- Assignment:
Give again, character for character, the lines that lie between the first line of the material and the line with "height:6px; margin:-3px; padding:0", inclusive. Omit pictures.

- Records shown:

|---|

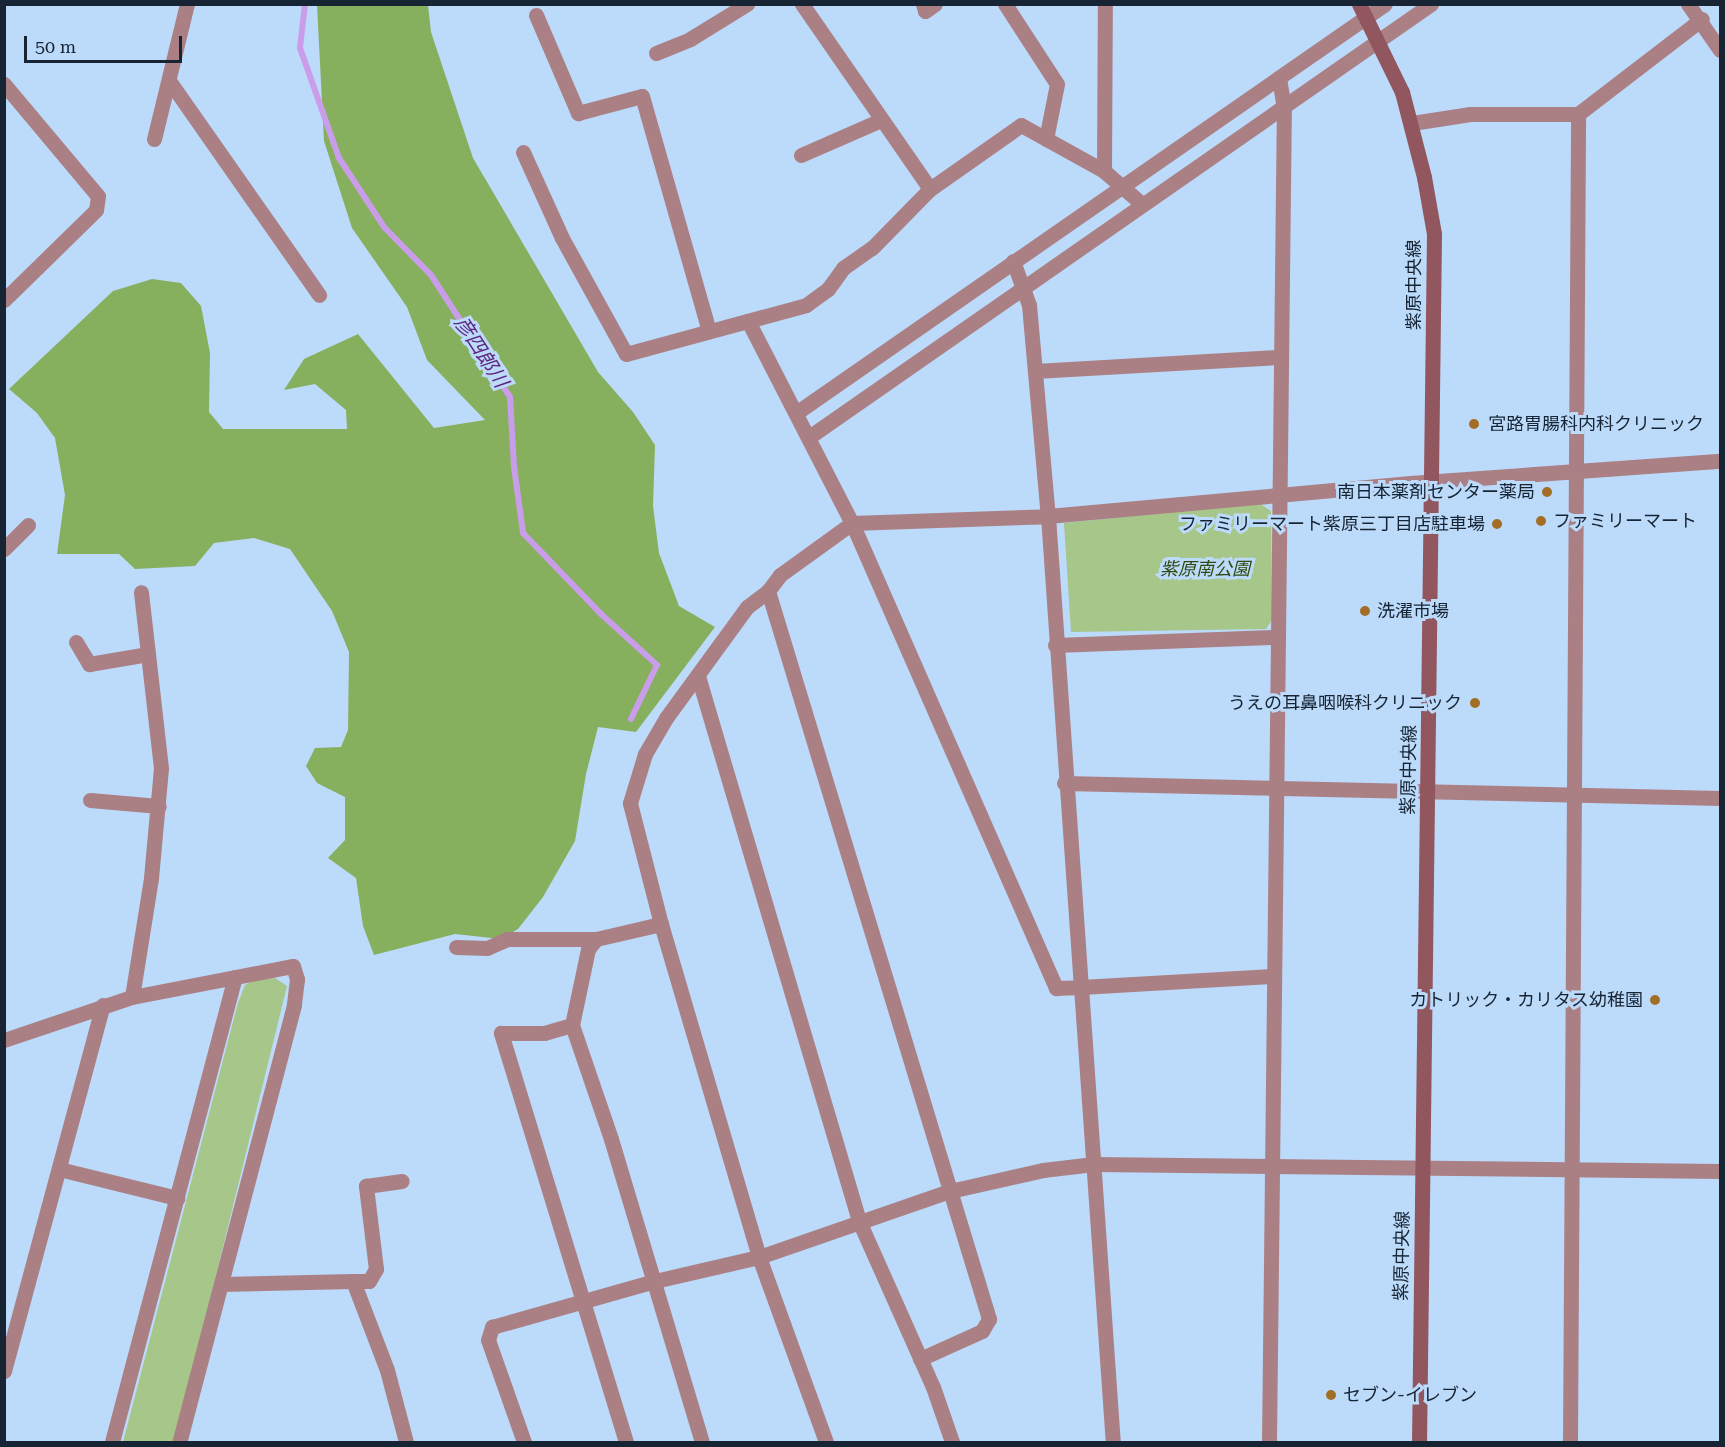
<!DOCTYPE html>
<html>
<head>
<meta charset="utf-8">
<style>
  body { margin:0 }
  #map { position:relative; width:1725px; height:1447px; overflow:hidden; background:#bcdafa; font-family:"Roboto Serif","Noto Sans JP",serif }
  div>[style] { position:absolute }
  .green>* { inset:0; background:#a7c68a }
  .forest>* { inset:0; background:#87b05e }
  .stream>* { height:6px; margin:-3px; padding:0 3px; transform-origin:3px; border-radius:3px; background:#ca9dea }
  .street>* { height:15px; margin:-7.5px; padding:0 7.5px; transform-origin:7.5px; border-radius:7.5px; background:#ab8085 }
  .secondary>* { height:15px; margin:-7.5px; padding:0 7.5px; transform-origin:7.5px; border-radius:7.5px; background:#92565f }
  .dots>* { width:16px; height:16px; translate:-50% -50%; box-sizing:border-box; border:3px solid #bcdafa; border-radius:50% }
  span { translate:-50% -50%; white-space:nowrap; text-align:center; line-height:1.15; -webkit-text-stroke:6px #bcdafa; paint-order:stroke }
  .street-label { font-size:18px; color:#162433 }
  .poi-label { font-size:18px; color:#162433 }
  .left { translate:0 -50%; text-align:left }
  .right { translate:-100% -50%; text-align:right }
  .park-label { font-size:18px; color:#2f490e; font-style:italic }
  .water-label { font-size:20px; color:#5e257f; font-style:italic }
  .frame { position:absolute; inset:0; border:6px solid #162433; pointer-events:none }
  .scale { position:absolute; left:24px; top:36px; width:158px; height:27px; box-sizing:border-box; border:3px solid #162433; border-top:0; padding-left:8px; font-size:18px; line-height:21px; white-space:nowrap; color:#162433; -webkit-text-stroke:4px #bcdafa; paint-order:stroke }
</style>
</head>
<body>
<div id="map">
  <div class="green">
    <div style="clip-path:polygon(1259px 503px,1271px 511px,1272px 620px,1266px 629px,1071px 632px,1064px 523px)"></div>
    <div style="clip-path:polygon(275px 978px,287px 986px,175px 1442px,123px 1442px,238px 1003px,245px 985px,254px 980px)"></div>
  </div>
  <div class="forest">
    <div style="clip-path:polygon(317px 5px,428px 5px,431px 32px,473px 158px,598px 372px,633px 412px,655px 445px,653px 506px,659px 553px,679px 606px,715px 627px,636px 732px,598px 727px,586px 774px,575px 841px,543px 897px,518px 929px,501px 939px,455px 934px,374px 955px,363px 926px,356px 878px,328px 858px,345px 840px,345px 797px,317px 783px,306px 766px,315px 748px,341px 747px,348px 730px,349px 652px,332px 611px,290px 549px,254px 538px,214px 543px,195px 566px,135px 569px,119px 554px,57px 554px,65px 495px,55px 438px,37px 413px,9px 389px,113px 291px,152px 279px,181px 283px,201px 306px,210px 353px,209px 412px,223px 429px,347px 429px,346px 410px,315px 384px,284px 390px,304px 359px,358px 334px,434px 428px,485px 420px,427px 360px,407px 307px,352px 228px,324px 141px)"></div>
  </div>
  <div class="stream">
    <div style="left:305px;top:4px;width:44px;rotate:96.5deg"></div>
    <div style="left:300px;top:48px;width:117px;rotate:70.5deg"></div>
    <div style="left:339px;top:158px;width:82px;rotate:56.9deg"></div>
    <div style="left:384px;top:227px;width:67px;rotate:45.6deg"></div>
    <div style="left:431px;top:275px;width:145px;rotate:57.1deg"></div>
    <div style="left:510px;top:397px;width:70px;rotate:86.7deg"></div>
    <div style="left:514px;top:467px;width:67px;rotate:82.2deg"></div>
    <div style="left:523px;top:533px;width:112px;rotate:46.1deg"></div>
    <div style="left:601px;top:614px;width:76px;rotate:42.3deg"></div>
    <div style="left:657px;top:665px;width:60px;rotate:115.7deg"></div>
  </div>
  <div class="street">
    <div style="left:802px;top:4px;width:225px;rotate:55.3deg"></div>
    <div style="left:923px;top:4px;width:7px;rotate:74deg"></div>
    <div style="left:925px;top:11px;width:12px;rotate:-35deg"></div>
    <div style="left:1005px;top:4px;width:95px;rotate:57deg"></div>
    <div style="left:1057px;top:84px;width:56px;rotate:101.3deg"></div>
    <div style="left:1688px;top:4px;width:56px;rotate:55.2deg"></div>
    <div style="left:536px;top:15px;width:107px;rotate:66.8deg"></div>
    <div style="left:578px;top:113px;width:66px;rotate:-14.9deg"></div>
    <div style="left:642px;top:96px;width:244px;rotate:74.1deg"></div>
    <div style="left:656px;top:53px;width:37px;rotate:-22deg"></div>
    <div style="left:690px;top:39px;width:67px;rotate:-31.6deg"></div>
    <div style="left:170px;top:82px;width:260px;rotate:55deg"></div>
    <div style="left:4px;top:84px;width:146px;rotate:50deg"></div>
    <div style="left:98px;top:196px;width:14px;rotate:98deg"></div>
    <div style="left:96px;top:210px;width:129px;rotate:135.6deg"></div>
    <div style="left:1412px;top:123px;width:59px;rotate:-8.8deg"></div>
    <div style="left:1470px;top:114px;width:108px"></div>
    <div style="left:154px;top:139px;width:139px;rotate:-76.3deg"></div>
    <div style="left:523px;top:152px;width:94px;rotate:65.6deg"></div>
    <div style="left:562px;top:238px;width:132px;rotate:61.1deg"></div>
    <div style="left:626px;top:354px;width:187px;rotate:-15.2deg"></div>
    <div style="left:806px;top:305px;width:27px;rotate:-36deg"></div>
    <div style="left:828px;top:289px;width:26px;rotate:-54deg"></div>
    <div style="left:843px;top:268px;width:35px;rotate:-35deg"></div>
    <div style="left:872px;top:248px;width:83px;rotate:-45.5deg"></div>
    <div style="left:930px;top:189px;width:111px;rotate:-35.1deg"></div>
    <div style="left:1021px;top:125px;width:95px;rotate:29deg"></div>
    <div style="left:1104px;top:171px;width:50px;rotate:41deg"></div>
    <div style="left:801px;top:155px;width:87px;rotate:-23.6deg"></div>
    <div style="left:1104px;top:171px;width:167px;rotate:-89.7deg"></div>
    <div style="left:1013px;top:261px;width:47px;rotate:70deg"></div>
    <div style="left:1029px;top:305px;width:212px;rotate:84.9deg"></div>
    <div style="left:1048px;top:516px;width:472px;rotate:86deg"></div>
    <div style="left:1081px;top:987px;width:193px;rotate:-3.3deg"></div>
    <div style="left:748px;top:321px;width:227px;rotate:62.8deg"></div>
    <div style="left:852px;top:523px;width:508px;rotate:66.31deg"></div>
    <div style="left:1056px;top:988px;width:25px;rotate:-2deg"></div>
    <div style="left:1081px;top:987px;width:456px;rotate:86deg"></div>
    <div style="left:1035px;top:371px;width:246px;rotate:-3.3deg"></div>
    <div style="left:796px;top:413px;width:717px;rotate:-34.78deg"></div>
    <div style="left:809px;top:437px;width:758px;rotate:-34.84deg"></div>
    <div style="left:4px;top:549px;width:34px;rotate:-45deg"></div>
    <div style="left:768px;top:591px;width:761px;rotate:73.11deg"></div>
    <div style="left:989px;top:1319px;width:14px;rotate:120deg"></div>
    <div style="left:982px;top:1331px;width:68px;rotate:155.7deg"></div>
    <div style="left:76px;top:642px;width:26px;rotate:59deg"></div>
    <div style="left:89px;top:664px;width:60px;rotate:-9.6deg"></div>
    <div style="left:1055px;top:645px;width:223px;rotate:-2.1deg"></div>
    <div style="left:698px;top:676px;width:568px;rotate:73.54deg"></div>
    <div style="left:859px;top:1221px;width:182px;rotate:66deg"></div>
    <div style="left:933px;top:1387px;width:58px;rotate:70.9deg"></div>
    <div style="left:1064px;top:783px;width:656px;rotate:1.31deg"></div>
    <div style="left:90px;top:800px;width:69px;rotate:5deg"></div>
    <div style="left:456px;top:947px;width:31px;rotate:2deg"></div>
    <div style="left:487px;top:948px;width:22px;rotate:-24deg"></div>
    <div style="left:507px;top:939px;width:89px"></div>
    <div style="left:132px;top:997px;width:121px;rotate:-80.9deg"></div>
    <div style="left:151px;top:878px;width:110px;rotate:-84.8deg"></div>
    <div style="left:161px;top:768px;width:177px;rotate:-96.5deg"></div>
    <div style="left:572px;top:1025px;width:120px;rotate:71.1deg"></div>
    <div style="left:611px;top:1139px;width:316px;rotate:73.3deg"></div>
    <div style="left:4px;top:1040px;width:135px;rotate:-18.6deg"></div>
    <div style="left:132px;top:997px;width:164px;rotate:-10.9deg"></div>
    <div style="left:293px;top:966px;width:14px;rotate:73deg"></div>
    <div style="left:297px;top:979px;width:26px;rotate:97deg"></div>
    <div style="left:294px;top:1005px;width:452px;rotate:104.7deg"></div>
    <div style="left:59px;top:1169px;width:122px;rotate:13.8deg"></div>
    <div style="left:353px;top:1281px;width:16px"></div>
    <div style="left:369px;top:1281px;width:14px;rotate:-60deg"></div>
    <div style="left:376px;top:1269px;width:84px;rotate:-96.9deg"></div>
    <div style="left:366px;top:1186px;width:36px;rotate:-8deg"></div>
    <div style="left:221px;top:1284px;width:132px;rotate:-1.3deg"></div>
    <div style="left:353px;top:1281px;width:95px;rotate:69.1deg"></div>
    <div style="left:387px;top:1370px;width:74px;rotate:75.2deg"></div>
    <div style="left:4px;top:1371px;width:379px;rotate:-74.9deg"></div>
    <div style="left:112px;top:1442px;width:481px;rotate:-75.2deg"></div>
    <div style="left:524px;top:1442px;width:108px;rotate:-109.4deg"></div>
    <div style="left:488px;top:1340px;width:14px;rotate:-73deg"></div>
    <div style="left:492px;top:1327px;width:169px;rotate:-15.8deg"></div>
    <div style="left:655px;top:1281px;width:107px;rotate:-13deg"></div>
    <div style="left:759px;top:1257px;width:202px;rotate:-19.1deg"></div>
    <div style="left:950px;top:1191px;width:95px;rotate:-12.7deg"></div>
    <div style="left:1043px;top:1170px;width:51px;rotate:-6.7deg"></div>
    <div style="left:1094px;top:1164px;width:626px;rotate:0.64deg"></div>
    <div style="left:626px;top:1442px;width:428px;rotate:-107deg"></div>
    <div style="left:501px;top:1033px;width:43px"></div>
    <div style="left:544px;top:1033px;width:29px;rotate:-16deg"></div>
    <div style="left:572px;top:1025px;width:78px;rotate:-78.1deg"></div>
    <div style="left:588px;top:949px;width:13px;rotate:-51deg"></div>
    <div style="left:596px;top:939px;width:67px;rotate:-13deg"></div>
    <div style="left:826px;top:1442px;width:197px;rotate:-109.9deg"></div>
    <div style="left:759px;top:1257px;width:347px;rotate:-106.4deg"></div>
    <div style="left:661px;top:924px;width:125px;rotate:-104.4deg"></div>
    <div style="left:630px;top:803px;width:51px;rotate:-73deg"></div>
    <div style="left:645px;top:754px;width:42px;rotate:-59.7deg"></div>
    <div style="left:666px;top:718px;width:137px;rotate:-53.9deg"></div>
    <div style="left:747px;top:607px;width:26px;rotate:-37deg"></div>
    <div style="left:768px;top:591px;width:20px;rotate:-53deg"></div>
    <div style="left:780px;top:575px;width:89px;rotate:-35.8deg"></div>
    <div style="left:852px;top:523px;width:196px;rotate:-2deg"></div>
    <div style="left:1048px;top:516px;width:364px;rotate:-5.2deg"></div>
    <div style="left:1410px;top:483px;width:311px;rotate:-4.1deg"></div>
    <div style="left:1269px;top:1442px;width:1333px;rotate:-89.36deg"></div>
    <div style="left:1284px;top:109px;width:30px;rotate:-99deg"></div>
    <div style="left:1570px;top:1442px;width:1328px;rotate:-89.65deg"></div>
    <div style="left:1578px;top:114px;width:156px;rotate:-37.5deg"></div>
  </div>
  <div class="secondary">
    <div style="left:1359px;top:4px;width:98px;rotate:64deg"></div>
    <div style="left:1402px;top:92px;width:88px;rotate:75.5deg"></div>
    <div style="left:1424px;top:177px;width:58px;rotate:80deg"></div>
    <div style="left:1434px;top:234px;width:1208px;rotate:90.71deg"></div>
  </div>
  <div class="dots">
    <div style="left:1474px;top:424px;background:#a26e26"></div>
    <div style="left:1547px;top:492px;background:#a26e26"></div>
    <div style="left:1541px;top:521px;background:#a26e26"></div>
    <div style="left:1497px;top:524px;background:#a26e26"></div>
    <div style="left:1365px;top:611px;background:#a26e26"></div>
    <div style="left:1475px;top:703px;background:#a26e26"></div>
    <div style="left:1655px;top:1000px;background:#a26e26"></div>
    <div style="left:1331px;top:1395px;background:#a26e26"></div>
  </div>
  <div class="street-label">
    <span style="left:1414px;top:285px;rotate:-90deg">紫原中央線</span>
    <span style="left:1409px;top:770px;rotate:-89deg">紫原中央線</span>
    <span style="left:1402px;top:1256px;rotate:-89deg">紫原中央線</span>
  </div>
  <div class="poi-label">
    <span class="left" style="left:1488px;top:424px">宮路胃腸科内科クリニック</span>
    <span class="right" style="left:1535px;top:492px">南日本薬剤センター薬局</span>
    <span class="left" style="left:1553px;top:521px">ファミリーマート</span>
    <span class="right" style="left:1485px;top:524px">ファミリーマート紫原三丁目店駐車場</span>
    <span class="left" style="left:1377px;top:611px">洗濯市場</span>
    <span class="right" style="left:1462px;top:703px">うえの耳鼻咽喉科クリニック</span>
    <span class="right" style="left:1643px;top:1000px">カトリック・カリタス幼稚園</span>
    <span class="left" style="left:1343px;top:1395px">セブン-イレブン</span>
  </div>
  <div class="park-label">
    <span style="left:1205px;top:569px">紫原南公園</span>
  </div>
  <div class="water-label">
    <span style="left:481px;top:352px;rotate:57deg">彦四郎川</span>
  </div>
  <div class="frame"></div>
  <div class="scale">50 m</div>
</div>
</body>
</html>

|---|

- Your response:
<!DOCTYPE html>
<html>
<head>
<meta charset="utf-8">
<style>
  body { margin:0 }
  #map { position:relative; width:1725px; height:1447px; overflow:hidden; background:#bcdafa; font-family:"Roboto Serif","Noto Sans JP",serif }
  div>[style] { position:absolute }
  .green>* { inset:0; background:#a7c68a }
  .forest>* { inset:0; background:#87b05e }
  .stream>* { height:6px; margin:-3px; padding:0 3px; transform-origin:3px; border-radius:3px; background:#ca9dea }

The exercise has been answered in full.